31 Dec 2019

5 Recruitment and Hiring Tips to Help You Land a Field Application Scientist

Understanding What Field Application Scientists Are: 

The field applications scientist (often referred to by the acronym FAS) works in the field, helping customers do their own work and working on collaborative projects. 

They also provide training, set up equipment, and deliver presentations and product demonstrations at customer sites and conferences. (Jensen, Science 2010)

Defining the Ideal FAS Candidate: 

The skill sets that the FAS candidate will be required to possess are determined by the rapid pace of technology development. The more advanced the technique, the fewer the candidates in the pool. Skills related to newer technologies such as single-cell genomics, multi-color flow cytometry, next-generation sequencing (NGS), and CRISPR will be found in fewer candidates overall.

The molecular diagnostics space is one of the most rapidly growing areas hiring FAS candidates as advances in genetic testing are driving precision medicine. Healthcare professionals can now tailor therapies to an individual patient’s genetic profile.  Finding FAS candidates to provide education and technical support is critical for the effective use of these new diagnostic tools that will greatly impact patient care. 

Some limitations on the size of the FAS Candidate Pool include the degree required, prior industry/customer-facing experience, size of the territory, and desired location of the candidate. 

Challenges in Finding PhD-level Candidates

  1. Openness to a new opportunity: Many of the Ph.D. candidates that I contact will not be actively looking for their next opportunity. These passive candidates have to decide if they are willing to leave the academic world for the industry. 
  2. Ability to give 2 weeks’ notice: A major challenge of seeking a Ph.D. is finding a qualified candidate that is prepared to move from the lab bench to the field at the speed that the industry requires when hiring.  Before a Ph.D. or post-doc would be ready to move to an industry opportunity, there may be projects and papers that must be completed.  
  3. Awareness of the FAS role: The FAS role is not well known as a potential career path for scientists. In fact, 75% of the people I placed in FAS positions in the past year had never even heard of the FAS role before I contacted them. 
  4. Personality fit: Candidates must be able to work well with customers, be very articulate, demonstrate critical thinking skills, and be resilient to the fast-paced and ever-changing nature of the  FAS role. 
  5. Amount of travel: Many lab scientists may not desire to be on the road or be able to adjust to a multi-state travel territory after years at the bench. 
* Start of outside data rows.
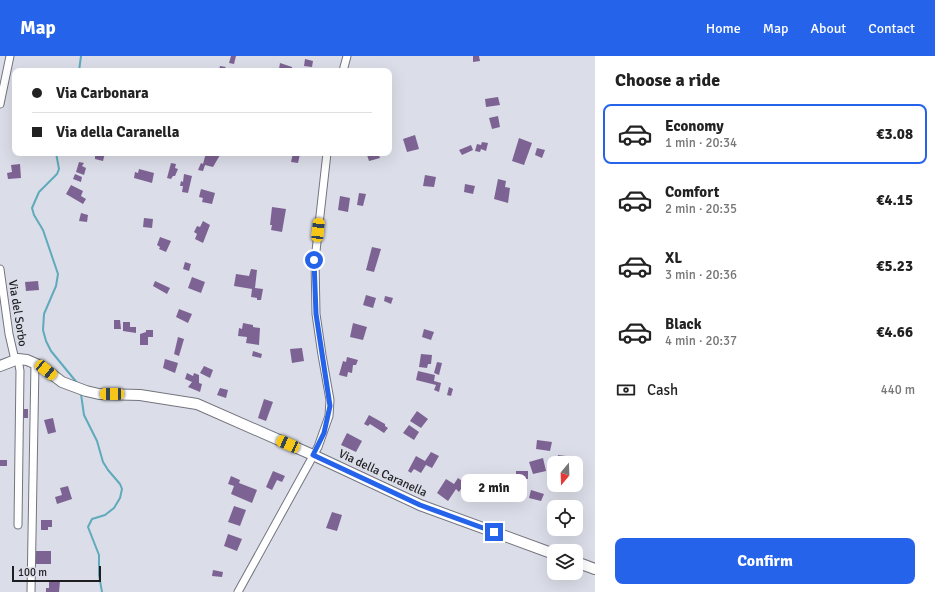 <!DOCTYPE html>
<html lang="en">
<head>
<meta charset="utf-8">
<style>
  body { margin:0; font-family:Signika,sans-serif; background:#f6f6f6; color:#222; height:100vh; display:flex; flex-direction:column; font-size:15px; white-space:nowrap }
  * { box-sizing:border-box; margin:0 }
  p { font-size:13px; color:#767676 }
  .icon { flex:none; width:22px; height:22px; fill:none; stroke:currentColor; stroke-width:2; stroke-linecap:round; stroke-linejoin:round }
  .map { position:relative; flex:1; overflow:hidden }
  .drawer { display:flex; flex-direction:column; background:#fff; width:340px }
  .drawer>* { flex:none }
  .top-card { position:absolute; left:12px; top:12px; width:380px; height:88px; border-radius:8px; box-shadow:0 4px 16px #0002; display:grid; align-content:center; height:88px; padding:0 20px; background:#fff }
  .needle { width:26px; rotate:199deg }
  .fabs { position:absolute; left:547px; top:400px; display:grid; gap:8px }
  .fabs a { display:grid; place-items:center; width:36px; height:36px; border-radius:8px; background:#fff; box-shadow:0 4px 16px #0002; font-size:20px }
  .scale { position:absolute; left:12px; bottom:10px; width:89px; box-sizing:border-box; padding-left:4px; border:2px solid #1e1e22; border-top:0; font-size:11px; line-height:14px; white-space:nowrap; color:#1e1e22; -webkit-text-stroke:3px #dbdde8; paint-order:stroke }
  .end { position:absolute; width:18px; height:18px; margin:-9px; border:5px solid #2563eb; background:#fff; box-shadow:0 0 0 2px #fff }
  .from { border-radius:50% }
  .bubble { position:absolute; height:28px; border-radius:8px; background:#fff; box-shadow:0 4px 16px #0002; font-size:13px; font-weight:800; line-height:28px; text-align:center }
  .car { position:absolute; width:12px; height:24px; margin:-12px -6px; border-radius:5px; box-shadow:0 0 3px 1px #0007; background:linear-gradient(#f5c518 24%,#345 0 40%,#f5c518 0 76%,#345 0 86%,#f5c518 0) }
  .top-card b { display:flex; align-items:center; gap:14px; height:38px; font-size:15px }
  .top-card b+b { border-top:1px solid #e0e0e0 }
  .top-card i { width:10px; height:10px; background:#222 }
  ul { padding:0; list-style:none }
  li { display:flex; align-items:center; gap:12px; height:60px; margin:0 8px 6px; padding:0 12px; border:2px solid transparent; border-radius:8px }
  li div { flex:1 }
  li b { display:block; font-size:15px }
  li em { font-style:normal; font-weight:800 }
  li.active { border-color:#2563eb }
  li>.icon { width:36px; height:36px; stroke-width:1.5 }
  h2 { padding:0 20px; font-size:18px; line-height:48px }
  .pay { display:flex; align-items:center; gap:10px; height:44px; padding:0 20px; font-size:15px }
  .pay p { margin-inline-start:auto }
  .primary-button { display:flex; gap:8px; margin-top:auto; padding:8px 20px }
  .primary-button a { flex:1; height:46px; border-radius:8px; background:#2563eb; color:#fff; font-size:16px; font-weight:800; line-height:46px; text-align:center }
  header { display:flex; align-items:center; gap:24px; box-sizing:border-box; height:56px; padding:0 20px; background:#2563eb; color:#fff }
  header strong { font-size:19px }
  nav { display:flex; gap:22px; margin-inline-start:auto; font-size:14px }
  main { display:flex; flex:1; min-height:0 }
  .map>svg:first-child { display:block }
</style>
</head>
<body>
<header>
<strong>Map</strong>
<nav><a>Home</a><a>Map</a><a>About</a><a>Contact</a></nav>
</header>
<main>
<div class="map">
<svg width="595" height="536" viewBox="0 0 595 536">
  <rect width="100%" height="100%" fill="#dbdde8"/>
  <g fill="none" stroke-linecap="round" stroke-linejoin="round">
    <g stroke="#5faabc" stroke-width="2">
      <polyline points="79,15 81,0"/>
      <polyline points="56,97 59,113 57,118 39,136 32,152 34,159 43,174 58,218 56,230 44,258 43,274 46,285 51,295 78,328"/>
      <polyline points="81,338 84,359 97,385 103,406 108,414 120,428 122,433 120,442 114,452 105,459 92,463 88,471 99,499 99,519 102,536"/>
    </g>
  </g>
  <g fill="#7d6393">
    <polygon points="231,0 236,0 234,8 229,7"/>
    <polygon points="473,0 479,0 480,5 473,6"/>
    <polygon points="305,3 313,5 312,11 304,10"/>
    <polygon points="280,7 292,11 292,13 289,12 289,15 279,13"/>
    <polygon points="220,10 226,11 225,12 233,15 219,15"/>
    <polygon points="498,41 500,49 486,51 485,43"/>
    <polygon points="498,60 500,71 492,73 489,62"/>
    <polygon points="415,79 419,93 407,96 403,83"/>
    <polygon points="519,82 532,87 524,109 512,105"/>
    <polygon points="482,86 488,87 486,95 481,93 480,96 475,95 477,88 481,89"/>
    <polygon points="471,89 473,94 462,99 459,94"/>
    <polygon points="537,92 545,94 542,102 535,99"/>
    <polygon points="91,97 105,97 103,105 95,103 95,100 91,99"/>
    <polygon points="206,97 220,99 213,111 205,109 203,115 198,114 201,107 203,108"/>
    <polygon points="293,97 300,98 298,107 291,106"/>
    <polygon points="372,97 378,97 380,102 369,105 367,99"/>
    <polygon points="79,106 84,107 82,110 86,112 84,119 76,116"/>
    <polygon points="171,107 176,108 175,112 178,113 175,120 173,120 171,123 167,122"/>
    <polygon points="20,108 21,122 8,123 7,117 12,116 11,109"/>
    <polygon points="139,113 154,117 152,127 134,122 135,116 138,117"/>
    <polygon points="75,118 82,121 81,126 73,123"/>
    <polygon points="184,118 192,120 188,137 182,136 183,130 180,130 181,125 183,126"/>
    <polygon points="425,119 436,121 434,131 423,130"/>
    <polygon points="498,123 506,125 505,131 510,132 508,147 494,143"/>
    <polygon points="465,128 475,130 473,138 464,136"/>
    <polygon points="71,129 83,135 81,140 86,143 83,148 66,138"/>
    <polygon points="201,133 215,137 212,148 202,146 203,142 199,141"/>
    <polygon points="359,137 366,138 363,150 357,149"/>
    <polygon points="340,140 350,142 348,156 338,154"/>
    <polygon points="272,151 286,153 282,176 271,174 272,169 270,169"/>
    <polygon points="81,157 88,159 87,166 79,165"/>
    <polygon points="144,162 153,163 152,172 143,171"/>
    <polygon points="203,165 210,169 203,187 195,183 197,178 194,176 197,170 200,171"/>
    <polygon points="160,181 171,185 166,196 159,193 160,191 157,189"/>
    <polygon points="372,191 381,193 374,216 366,214"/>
    <polygon points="185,206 191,208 189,215 183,213"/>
    <polygon points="251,213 257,214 255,232 263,233 261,244 257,244 257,242 251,241 252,233 234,230 236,218 249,220"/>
    <polygon points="192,221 205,226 201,237 188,232"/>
    <polygon points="38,225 39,234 26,235 25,226"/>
    <polygon points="155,225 170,232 167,238 153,230"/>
    <polygon points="366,239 376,242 373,252 363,249"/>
    <polygon points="385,240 393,242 391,248 384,245"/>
    <polygon points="179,253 192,258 188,267 176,261"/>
    <polygon points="114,264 120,264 121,273 114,273"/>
    <polygon points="123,266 130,266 130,271 136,271 136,277 123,275"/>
    <polygon points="243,267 253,269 253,271 260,272 259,289 246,287 247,281 238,280 239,272 242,273"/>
    <polygon points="353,267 367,271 363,284 350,281"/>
    <polygon points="424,273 434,276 431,284 422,281"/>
    <polygon points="146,274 153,274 153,281 148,281 148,289 140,289 140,278 146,276"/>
    <polygon points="178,281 184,283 179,300 174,298"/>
    <polygon points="302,292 304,305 292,307 290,293"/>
    <polygon points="253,295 262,298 261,302 252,300"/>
    <polygon points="421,298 432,299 431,308 428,308 427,312 419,311"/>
    <polygon points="347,301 358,304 356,309 353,309 352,317 348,316 347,321 339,319 343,305 346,306"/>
    <polygon points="165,303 178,307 175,317 163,312"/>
    <polygon points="437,306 442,307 439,319 434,317"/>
    <polygon points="204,310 213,314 210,322 200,317"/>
    <polygon points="418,315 435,319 434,325 441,327 439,336 434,334 436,329 416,324"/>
    <polygon points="187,317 193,320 194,317 199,319 199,327 202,328 200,336 188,331 192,326 185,323"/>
    <polygon points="449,331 453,333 451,340 447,339"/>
    <polygon points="220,332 228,334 226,342 217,339"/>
    <polygon points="264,343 273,346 266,365 258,362"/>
    <rect x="21" y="353" width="7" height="9"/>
    <polygon points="417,355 428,363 421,372 410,365"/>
    <polygon points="369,359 385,368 385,370 388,372 384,377 370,368 368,370 364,368"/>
    <polygon points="53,362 56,376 48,378 44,364"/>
    <polygon points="409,369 419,376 414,384 403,377"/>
    <polygon points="347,377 362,385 356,396 341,389"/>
    <polygon points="537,384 552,386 550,395 536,393"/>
    <polygon points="431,396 439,400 432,412 426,409 421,417 414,413 411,417 408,415 416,400 425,405"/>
    <polygon points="558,399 574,401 573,407 557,406"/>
    <polygon points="543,402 546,415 533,418 529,406"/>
    <rect x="0" y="404" width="7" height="6"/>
    <polygon points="273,415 285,420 282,426 277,424 272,434 266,431"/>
    <rect x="516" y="415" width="12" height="8"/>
    <polygon points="231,420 240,424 239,427 257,434 252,447 231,438 234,430 228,428"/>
    <polygon points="458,422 465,427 459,436 456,433 448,445 437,437 446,423 454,428"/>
    <polygon points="68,430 72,443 57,448 55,441 62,439 60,432"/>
    <polygon points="531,434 544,438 541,445 529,442"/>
    <polygon points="564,446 573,448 572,451 563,451"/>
    <polygon points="234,450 246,454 240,470 228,466"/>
    <polygon points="332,456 342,459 337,475 326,472"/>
    <polygon points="41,464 52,464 52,471 48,471 48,474 41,474"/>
    <polygon points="228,478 242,483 237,495 224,490"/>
    <rect x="36" y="495" width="15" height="13"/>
    <polygon points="213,514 223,516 222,521 212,520"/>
    <polygon points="49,525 60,525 59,536 46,536 46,532 49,532"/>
  </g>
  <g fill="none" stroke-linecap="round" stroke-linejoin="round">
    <defs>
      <g id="street">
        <polyline points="343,15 347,0"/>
        <polyline points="0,48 10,0"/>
        <polyline points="0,213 9,278 15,304"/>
        <polyline points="18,469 20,315 18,303"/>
        <polyline points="31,536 35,307"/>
        <polyline points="238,536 318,391 329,360 330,344 322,299 316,258 315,204 327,97"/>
      </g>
      <g id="secondary">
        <polyline points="0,310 18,303 27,304 41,310 62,326 86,335 99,338 140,339 197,348 313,399 420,449 554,498"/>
        <polyline points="576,506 595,513"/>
      </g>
    </defs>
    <use href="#street" stroke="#73757e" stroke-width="9"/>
    <use href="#secondary" stroke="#73757e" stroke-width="12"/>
    <use href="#street" stroke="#fff" stroke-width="7"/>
    <use href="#secondary" stroke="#fff" stroke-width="10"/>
  </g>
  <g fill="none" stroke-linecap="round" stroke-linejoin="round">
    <polyline stroke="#2563eb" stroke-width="5" points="314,204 316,258 330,350 324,377 313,399 420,449 494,476"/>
  </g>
  <g text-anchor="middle" stroke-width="3" stroke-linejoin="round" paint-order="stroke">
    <g font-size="12" fill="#1e1e22" stroke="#dbdde8">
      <text transform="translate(18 257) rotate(81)" y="4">Via del Sorbo</text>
      <text transform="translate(383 417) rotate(25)" y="4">Via della Caranella</text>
    </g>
  </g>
</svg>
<div class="fabs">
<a><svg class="needle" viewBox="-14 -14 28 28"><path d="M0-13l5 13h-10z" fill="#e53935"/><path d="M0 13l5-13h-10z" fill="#767676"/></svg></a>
<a><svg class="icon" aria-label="locate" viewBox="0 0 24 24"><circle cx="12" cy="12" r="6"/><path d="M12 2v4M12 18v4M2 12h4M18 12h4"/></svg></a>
<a><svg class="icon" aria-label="layers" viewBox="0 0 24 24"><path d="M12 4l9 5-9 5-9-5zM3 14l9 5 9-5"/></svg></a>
</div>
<div class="scale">100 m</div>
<i class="end from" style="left:314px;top:204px"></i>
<i class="end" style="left:494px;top:476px"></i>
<div class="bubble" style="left:461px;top:418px;width:66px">2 min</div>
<i class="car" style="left:318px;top:174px;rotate:6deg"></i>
<i class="car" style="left:46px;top:314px;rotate:129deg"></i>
<i class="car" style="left:112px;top:338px;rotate:270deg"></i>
<i class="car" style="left:288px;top:388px;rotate:294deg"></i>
<div class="top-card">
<b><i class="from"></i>Via Carbonara</b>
<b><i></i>Via della Caranella</b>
</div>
</div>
<section class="drawer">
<h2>Choose a ride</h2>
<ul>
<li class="active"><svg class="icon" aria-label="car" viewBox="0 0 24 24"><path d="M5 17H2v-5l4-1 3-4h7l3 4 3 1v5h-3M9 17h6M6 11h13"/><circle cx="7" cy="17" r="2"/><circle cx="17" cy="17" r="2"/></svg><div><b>Economy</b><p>1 min · 20:34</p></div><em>€3.08</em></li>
<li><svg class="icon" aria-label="car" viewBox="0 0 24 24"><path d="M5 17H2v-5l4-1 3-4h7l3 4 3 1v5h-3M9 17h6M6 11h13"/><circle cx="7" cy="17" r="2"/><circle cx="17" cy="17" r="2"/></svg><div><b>Comfort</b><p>2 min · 20:35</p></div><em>€4.15</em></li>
<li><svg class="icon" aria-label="car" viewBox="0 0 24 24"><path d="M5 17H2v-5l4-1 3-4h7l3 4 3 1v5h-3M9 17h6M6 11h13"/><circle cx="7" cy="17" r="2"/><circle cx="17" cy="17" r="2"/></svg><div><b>XL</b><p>3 min · 20:36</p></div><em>€5.23</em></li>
<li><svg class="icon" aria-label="car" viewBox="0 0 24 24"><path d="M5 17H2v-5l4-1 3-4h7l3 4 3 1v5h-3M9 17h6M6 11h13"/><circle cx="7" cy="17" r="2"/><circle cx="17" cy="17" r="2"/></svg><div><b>Black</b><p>4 min · 20:37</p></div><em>€4.66</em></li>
</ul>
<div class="pay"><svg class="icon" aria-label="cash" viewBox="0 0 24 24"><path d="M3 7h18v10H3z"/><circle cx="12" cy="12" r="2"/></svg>Cash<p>440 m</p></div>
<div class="primary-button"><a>Confirm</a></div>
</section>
</main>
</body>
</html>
The hiring manager must clarify what qualities and training are required for a candidate to be successful as a FAS at their company. All company employees involved in interviewing the FAS candidate must be working from the same page of requirements. 

Challenge 1:  The higher the degree, the smaller the candidate pool. Define the degree requirement for a FAS as they can range from a Bachelor’s in Science to Ph.D. with post-doctoral experience. Be clear on why a Ph.D. or someone with post-doctoral training would be a benefit or if this level of training is really a requirement.  

Challenge 2: Level of industry/ customer service experience. Many scientists have been focused on completing research as individual contributors or as part of a lab group. They may not have acquired training in customer service as the focus has been on obtaining a Ph.D. degree.  Working as a teaching assistant may be an indicator of academic “customer service” training. 

Challenge 3:  Multiple offers are common. Hiring top talent in biotech/pharma hubs such as San Francisco is extremely competitive. Most active candidates are interviewing with two to five companies at the same time. 

Challenge 4: Timeline for interviewing. The timeliness of moving the candidate from the initial phone screen to the offer is crucial in order to secure your top pick for the FAS role. Having many people involved in the interview process may increase the risk that you will lose out on your first choice in a candidate. 

Challenge 5: Pay the going rate.  Candidates often reach out to people in the industry and look for salary information online in order to make a career decision. Candidates may want to know the whole package, especially if they have multiple opportunities. Don’t waste the time and energy already spent in finding a great candidate for your FAS role by putting forth an offer that is below the industry standard.